A scheme based on brotherhood,
solidarity and mutual assistance, which provides for mutual financial aid and
assistance to the participants in case of need whereby the participants
mutually agree to contribute for the purpose.

The sharia violations
of riba, gharar and maysir that
are prevalent in conventional commercial insurance contracts do not occur in
such a system. Instead of a premium payable in a commercial insurance contract,
pool members donate (tabarru means donation) a sum of money to the pool. If a
member is paid compensation from the pool, this payment is regarded as a form
of mutual assistance rather than as a countervalue paid under a contract of
exchange. Hence the issue of riba does
not arise in such a system.

Similarly, the non-commercial nature of the
arrangement means that the prohibitions of gharar and maysir do
not apply. It is in a commercial context that the sharia demands
as much certainty as possible in the exchange between the two parties to a transaction
(i.e. absence of gharar) and forbids gambling/betting (maysir)
by either party.

Takaful also differs from commercial proprietary
insurance with regard to who bears the risk. In commercial proprietary
insurance the risk is transferred to the insurance company, which takes on the
risk(s) covered in the insurance policy in exchange for the insurance premium.
Under the takafulsystem, risk is not transferred to any third party but
is borne by and distributed among the members of the pool.
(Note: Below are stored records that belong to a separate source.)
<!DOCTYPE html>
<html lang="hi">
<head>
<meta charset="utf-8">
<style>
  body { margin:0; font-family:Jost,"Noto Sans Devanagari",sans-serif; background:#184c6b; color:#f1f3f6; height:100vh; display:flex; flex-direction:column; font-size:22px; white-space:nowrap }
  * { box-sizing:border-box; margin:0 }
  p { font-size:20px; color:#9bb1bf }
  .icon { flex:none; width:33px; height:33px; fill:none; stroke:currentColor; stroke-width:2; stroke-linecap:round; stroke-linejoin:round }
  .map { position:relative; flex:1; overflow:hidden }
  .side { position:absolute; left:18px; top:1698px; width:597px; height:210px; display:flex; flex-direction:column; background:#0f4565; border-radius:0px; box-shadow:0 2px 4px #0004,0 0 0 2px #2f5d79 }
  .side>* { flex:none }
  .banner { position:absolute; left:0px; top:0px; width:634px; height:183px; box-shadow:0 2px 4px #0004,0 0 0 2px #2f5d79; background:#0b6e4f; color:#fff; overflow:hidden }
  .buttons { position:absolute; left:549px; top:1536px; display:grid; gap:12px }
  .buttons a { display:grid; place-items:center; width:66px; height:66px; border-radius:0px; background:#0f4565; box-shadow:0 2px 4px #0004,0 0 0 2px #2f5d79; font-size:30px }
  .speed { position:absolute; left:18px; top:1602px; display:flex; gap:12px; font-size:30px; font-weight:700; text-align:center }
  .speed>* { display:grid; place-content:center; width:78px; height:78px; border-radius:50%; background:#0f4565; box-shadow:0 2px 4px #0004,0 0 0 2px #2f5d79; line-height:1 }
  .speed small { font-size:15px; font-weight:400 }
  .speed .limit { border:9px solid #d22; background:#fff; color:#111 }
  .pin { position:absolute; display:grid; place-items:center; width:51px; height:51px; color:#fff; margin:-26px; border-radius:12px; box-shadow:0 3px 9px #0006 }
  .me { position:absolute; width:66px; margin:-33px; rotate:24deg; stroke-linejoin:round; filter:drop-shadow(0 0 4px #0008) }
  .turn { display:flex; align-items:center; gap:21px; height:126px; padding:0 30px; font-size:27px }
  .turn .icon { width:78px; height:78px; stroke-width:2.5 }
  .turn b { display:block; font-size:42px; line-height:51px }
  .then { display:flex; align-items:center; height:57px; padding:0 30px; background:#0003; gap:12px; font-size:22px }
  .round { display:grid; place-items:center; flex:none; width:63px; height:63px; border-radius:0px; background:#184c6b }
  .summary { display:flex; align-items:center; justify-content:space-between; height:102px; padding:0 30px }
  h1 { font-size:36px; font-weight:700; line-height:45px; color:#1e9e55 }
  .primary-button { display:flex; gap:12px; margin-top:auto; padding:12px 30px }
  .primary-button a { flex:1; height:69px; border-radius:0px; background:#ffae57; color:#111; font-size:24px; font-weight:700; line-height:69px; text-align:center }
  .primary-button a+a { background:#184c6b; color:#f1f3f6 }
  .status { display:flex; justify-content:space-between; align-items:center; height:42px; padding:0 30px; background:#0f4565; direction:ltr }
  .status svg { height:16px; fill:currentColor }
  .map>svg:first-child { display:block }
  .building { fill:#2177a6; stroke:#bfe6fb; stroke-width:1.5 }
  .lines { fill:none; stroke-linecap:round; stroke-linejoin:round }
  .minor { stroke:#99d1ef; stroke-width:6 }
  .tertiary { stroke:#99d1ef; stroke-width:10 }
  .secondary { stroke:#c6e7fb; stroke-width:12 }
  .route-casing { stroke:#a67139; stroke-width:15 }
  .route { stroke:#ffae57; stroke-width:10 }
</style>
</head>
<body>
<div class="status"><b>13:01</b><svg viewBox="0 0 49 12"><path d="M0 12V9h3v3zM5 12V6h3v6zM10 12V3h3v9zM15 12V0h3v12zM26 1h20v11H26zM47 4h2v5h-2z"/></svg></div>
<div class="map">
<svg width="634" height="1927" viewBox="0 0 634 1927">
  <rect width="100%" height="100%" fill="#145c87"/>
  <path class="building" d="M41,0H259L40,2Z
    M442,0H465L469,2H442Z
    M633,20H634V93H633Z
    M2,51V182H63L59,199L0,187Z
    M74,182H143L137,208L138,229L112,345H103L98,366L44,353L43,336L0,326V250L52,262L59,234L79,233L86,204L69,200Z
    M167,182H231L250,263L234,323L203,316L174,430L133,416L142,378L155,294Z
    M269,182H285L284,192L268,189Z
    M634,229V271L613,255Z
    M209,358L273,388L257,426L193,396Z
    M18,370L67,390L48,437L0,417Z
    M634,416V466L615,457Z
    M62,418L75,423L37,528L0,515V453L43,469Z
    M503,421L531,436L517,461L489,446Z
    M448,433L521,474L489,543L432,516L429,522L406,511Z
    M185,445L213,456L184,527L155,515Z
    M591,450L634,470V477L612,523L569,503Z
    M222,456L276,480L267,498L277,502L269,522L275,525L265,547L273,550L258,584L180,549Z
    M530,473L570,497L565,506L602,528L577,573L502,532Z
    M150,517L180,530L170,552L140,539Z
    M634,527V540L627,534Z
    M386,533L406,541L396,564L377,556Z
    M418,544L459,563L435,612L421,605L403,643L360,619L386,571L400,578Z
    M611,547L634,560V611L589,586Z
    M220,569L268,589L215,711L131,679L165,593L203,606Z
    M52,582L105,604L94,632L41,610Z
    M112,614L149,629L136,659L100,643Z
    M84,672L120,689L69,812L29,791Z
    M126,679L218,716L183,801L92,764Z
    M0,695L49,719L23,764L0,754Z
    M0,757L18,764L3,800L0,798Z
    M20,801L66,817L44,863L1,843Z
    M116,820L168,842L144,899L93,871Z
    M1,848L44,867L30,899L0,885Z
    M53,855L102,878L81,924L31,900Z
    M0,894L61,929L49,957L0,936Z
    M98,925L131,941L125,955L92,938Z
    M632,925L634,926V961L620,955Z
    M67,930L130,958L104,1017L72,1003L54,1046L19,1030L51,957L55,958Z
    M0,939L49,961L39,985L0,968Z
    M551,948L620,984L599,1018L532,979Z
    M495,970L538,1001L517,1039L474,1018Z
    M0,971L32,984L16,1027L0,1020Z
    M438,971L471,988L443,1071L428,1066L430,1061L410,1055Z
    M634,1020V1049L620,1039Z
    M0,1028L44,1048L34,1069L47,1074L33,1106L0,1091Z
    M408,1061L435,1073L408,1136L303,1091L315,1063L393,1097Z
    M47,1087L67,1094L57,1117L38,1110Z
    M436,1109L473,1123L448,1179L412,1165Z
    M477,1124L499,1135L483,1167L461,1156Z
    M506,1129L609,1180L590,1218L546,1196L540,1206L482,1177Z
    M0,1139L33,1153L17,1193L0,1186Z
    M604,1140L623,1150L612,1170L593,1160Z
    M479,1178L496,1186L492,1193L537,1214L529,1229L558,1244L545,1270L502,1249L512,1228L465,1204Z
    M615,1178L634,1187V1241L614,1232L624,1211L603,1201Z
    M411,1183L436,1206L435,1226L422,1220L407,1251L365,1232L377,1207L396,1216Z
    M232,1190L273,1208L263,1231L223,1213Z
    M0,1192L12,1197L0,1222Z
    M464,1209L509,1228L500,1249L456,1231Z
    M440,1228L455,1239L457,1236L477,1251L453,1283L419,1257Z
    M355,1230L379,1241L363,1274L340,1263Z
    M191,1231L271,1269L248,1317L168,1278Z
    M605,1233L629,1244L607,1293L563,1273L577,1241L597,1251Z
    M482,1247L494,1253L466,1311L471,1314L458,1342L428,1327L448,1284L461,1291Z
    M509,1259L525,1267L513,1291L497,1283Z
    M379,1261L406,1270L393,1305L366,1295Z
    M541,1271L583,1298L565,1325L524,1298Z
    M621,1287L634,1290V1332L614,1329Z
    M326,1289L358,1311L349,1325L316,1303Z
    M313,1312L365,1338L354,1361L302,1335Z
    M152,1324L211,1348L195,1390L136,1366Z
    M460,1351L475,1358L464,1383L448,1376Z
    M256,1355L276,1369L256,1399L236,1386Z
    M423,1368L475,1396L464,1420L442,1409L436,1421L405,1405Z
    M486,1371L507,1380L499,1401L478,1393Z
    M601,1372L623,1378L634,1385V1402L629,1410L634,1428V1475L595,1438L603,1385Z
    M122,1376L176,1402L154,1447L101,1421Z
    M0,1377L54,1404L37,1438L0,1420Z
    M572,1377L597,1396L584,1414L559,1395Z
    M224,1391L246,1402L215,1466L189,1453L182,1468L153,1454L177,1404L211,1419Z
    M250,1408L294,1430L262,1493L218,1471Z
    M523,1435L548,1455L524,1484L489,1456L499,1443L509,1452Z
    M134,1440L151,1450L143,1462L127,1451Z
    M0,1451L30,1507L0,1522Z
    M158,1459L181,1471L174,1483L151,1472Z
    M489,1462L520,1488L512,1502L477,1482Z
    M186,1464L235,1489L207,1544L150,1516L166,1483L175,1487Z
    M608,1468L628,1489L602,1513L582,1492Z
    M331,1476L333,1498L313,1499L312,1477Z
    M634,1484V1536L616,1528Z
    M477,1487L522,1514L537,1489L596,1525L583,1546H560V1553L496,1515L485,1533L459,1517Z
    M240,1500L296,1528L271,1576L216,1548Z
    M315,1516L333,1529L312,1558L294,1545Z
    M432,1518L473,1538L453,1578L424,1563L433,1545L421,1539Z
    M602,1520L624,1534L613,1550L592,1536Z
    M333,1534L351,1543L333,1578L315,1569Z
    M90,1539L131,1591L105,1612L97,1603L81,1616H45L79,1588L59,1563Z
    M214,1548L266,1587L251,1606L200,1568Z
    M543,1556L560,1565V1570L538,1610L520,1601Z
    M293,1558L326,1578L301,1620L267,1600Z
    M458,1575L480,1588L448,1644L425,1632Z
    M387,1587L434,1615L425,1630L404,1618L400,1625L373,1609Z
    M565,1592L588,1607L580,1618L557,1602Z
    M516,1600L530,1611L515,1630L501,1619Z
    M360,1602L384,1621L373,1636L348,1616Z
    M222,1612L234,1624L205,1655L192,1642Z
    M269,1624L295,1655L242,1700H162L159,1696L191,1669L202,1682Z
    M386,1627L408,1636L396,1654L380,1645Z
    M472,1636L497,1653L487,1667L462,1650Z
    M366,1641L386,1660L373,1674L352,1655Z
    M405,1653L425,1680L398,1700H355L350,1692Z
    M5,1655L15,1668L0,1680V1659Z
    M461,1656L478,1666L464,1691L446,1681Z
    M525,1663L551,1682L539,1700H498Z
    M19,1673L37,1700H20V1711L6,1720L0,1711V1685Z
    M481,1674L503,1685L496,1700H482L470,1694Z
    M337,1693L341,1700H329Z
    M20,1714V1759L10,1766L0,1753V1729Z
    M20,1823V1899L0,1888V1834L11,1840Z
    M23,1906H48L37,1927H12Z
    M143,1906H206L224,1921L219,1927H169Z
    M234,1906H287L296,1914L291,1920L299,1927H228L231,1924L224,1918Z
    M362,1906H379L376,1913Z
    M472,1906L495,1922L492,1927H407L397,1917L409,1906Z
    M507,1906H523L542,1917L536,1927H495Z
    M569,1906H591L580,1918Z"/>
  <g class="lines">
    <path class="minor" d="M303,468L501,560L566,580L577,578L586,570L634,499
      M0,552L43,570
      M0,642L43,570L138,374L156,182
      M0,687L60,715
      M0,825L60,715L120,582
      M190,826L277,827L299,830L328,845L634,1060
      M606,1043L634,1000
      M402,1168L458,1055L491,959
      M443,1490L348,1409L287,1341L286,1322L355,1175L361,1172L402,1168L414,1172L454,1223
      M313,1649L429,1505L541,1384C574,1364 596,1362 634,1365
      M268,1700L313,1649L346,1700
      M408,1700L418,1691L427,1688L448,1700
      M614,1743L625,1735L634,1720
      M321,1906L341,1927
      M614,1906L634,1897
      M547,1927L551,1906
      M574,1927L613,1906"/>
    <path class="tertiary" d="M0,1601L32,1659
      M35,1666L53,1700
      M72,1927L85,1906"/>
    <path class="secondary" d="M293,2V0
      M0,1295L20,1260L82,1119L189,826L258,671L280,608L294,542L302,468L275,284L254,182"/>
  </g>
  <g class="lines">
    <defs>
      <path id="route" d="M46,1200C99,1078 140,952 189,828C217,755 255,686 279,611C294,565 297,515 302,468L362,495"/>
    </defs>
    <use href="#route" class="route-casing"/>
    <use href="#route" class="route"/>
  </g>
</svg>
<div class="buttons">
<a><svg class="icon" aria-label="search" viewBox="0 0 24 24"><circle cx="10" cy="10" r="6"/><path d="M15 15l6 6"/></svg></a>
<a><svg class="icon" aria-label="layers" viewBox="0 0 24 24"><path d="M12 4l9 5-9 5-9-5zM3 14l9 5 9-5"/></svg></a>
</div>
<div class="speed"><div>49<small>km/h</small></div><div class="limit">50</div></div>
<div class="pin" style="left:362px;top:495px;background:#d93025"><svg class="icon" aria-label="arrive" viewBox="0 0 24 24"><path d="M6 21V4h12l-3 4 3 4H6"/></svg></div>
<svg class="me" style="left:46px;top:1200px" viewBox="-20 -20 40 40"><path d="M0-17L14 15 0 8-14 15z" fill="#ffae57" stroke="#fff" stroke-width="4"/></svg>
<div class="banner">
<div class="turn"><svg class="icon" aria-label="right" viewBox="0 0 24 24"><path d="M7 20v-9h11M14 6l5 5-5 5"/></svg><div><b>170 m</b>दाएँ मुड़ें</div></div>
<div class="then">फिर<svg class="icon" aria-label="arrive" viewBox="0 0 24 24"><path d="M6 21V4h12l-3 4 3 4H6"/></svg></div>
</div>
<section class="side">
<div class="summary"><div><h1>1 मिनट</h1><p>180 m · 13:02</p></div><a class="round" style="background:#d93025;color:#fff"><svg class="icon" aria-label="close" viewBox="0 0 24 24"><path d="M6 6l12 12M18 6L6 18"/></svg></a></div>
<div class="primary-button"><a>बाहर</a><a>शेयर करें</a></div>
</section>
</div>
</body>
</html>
The relationship between the pool members and the pool
is framed in terms of two binding promises: the members promise to contribute
to the fund, and the pool promises to pay out in the event of a claim.

The takaful system
is virtually identical to the concept of mutual insurance, which is still alive
today and has a deep heritage in the United Kingdom, rooted in local
communities putting money into a common pool to protect members from certain
misfortunes.

It is worth noting at this point that in markets such
as the United Kingdom, the provision of takafulproducts
is limited. Where the law demands protection (for example, car insurance is
required to drive a car in the United Kingdom) and there is no sharia-compliant
alternative available, scholars have permitted the use of conventional
insurance products. This is based on the fact that it is a legal requirement of
the country and Islamically it is of paramount importance to be law abiding and
maintain social order and harmony in society. Where there is no legal imperative
but there is no sharia-compliant alternative available, scholars are
reluctant to permit the use of conventional insurance products, but depending
on the circumstances of a particular case, may endorse it if it is deemed that
the potential loss to the person/entity will be very hard to recover from.